For any guys hoping to improve their productivity, learning how to give yourself a mental break is an essential lesson.
After all, how can you be expected to work at your best if you’re feeling stressed, anxious, or burnt out? Taking a few hours or so to step back, unwind, relax, and feed your soul won’t only help you reconnect with your body and mind - but you’ll also see your productivity soar in the long run.
If you’d like to learn how to give yourself a mental break, you’ve come to the right place. In this blog post, we’ve covered 6 simple ways to help you switch off and relax. Find out more below.
Do I Need A Mental Break?
At this point, you might be wondering - how do I know if I need a mental break? Looking inward and deciding that you need a mental break can be a tricky thing to do. After all, many of us don’t like the feeling of letting our co-workers or employers down.

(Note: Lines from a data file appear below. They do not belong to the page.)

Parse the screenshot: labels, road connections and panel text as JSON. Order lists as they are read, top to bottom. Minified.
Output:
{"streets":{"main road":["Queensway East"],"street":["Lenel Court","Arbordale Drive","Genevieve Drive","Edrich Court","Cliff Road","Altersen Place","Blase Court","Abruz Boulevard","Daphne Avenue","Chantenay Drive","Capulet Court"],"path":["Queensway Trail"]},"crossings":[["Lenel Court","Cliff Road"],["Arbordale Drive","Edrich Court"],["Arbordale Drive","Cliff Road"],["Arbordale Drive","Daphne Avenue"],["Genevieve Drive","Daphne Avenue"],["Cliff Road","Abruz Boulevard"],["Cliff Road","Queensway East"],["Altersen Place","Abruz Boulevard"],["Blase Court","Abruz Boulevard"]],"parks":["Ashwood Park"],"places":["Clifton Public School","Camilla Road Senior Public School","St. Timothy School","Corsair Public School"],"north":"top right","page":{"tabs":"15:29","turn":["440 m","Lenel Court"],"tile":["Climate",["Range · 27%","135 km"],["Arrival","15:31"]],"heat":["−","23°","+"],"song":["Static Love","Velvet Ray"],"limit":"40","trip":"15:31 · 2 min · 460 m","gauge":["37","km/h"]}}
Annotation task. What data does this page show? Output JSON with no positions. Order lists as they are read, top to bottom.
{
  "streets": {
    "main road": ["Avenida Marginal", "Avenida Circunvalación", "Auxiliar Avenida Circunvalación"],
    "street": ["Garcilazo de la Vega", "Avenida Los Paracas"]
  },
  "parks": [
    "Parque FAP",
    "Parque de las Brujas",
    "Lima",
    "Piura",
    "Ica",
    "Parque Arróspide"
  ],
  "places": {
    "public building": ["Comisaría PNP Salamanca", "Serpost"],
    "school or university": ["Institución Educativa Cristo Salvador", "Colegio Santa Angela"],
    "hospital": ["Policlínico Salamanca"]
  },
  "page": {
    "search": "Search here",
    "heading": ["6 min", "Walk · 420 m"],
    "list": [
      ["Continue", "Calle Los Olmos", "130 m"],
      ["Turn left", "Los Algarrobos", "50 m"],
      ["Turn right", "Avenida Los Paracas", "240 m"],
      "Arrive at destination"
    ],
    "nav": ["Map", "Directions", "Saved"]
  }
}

To overcompensate, we’ll often stretch ourselves too thin - which can have a poor impact on our mental stamina and leave us feeling burnt-out, stressed, anxious, and disinterested. Over the long run, this can have a poor impact on our work quality and productivity.
So, rather than ignoring these feelings and ‘toughing it out’, one of the best things you can do is take action when you recognise these triggers - and take a mental break.
How To Give Yourself A Mental Break
Now that we’ve covered the basics, let’s dive into the nitty gritty. Learn how to give yourself a mental break with these 6 basic tips below.
One of the most important things to remember when taking a mental break is to avoid those self-critical thoughts.
It’s easy to get frustrated with yourself when you aren’t getting your work done or if you can’t meet benchmarks. Though, unproductive, critical thoughts aren’t going to change the situation.
The best thing you could do is to self-reflect and figure out why this is happening. It could be that you’ve bitten off more than you can chew, or are facing some large hurdles. You’ll likely conclude that you’re overdue for a mental break and need some time to relax and recharge.
Once you’ve decided to give yourself a mental break, the first thing you should try doing is disconnecting from your screens.
This includes your phone, tablet, computer - anything that will distract your mind and pull you away from the present.
Turning off these devices will help you to reconnect with your immediate surroundings, and give your mind the freedom to reflect and unwind - which can be marvelous for productivity in the long run.
Another great way to ease the stress and anxiety of work is to escape into nature. Going on a hike amongst beautiful scenery is a great way to promote relaxation and positive thinking, while also reconnecting with your body.
Especially if you live in a busy metropolis, consider taking some time for yourself on the weekend to explore the surrounding landscapes. It’ll be a nice reminder that your world is a lot bigger than your office.
Completing the same task day after day can be quite draining and numbing to the mind. If you’re beginning to feel burnt out, it might be a sign for you to take a step back and try something new.
Reconnect with old hobbies that used to spark joy and passion, or consider learning something new altogether. Pick up an instrument, take a cooking class, head out into the garden, or start a DIY project.
Engaging with your hobbies can be a great way to break out of your routine and feed creativity.
Exercising and getting the blood pumping is another great way to burn off any stress and nourish your body.
Whether it’s by going for a run, swimming a few laps, or hitting the gym - taking some time to work on yourself isn’t only productive for your health, but it will also help to promote relaxation and a good night's sleep.
Sometimes, a mental break could just be a simple nap. Especially if you struggle sleeping at night, consider taking a bit of time off to catch up on your Z’s.
Regular, quality sleep is an essential element of general health and well-being. So, when we aren’t getting enough, our mental state can suffer - triggering feelings of frustration, stress, and anxiety.
So, if you feel like your problem-solving, memory, or decision-making is suffering - it might be a sign that you need to focus on your sleep.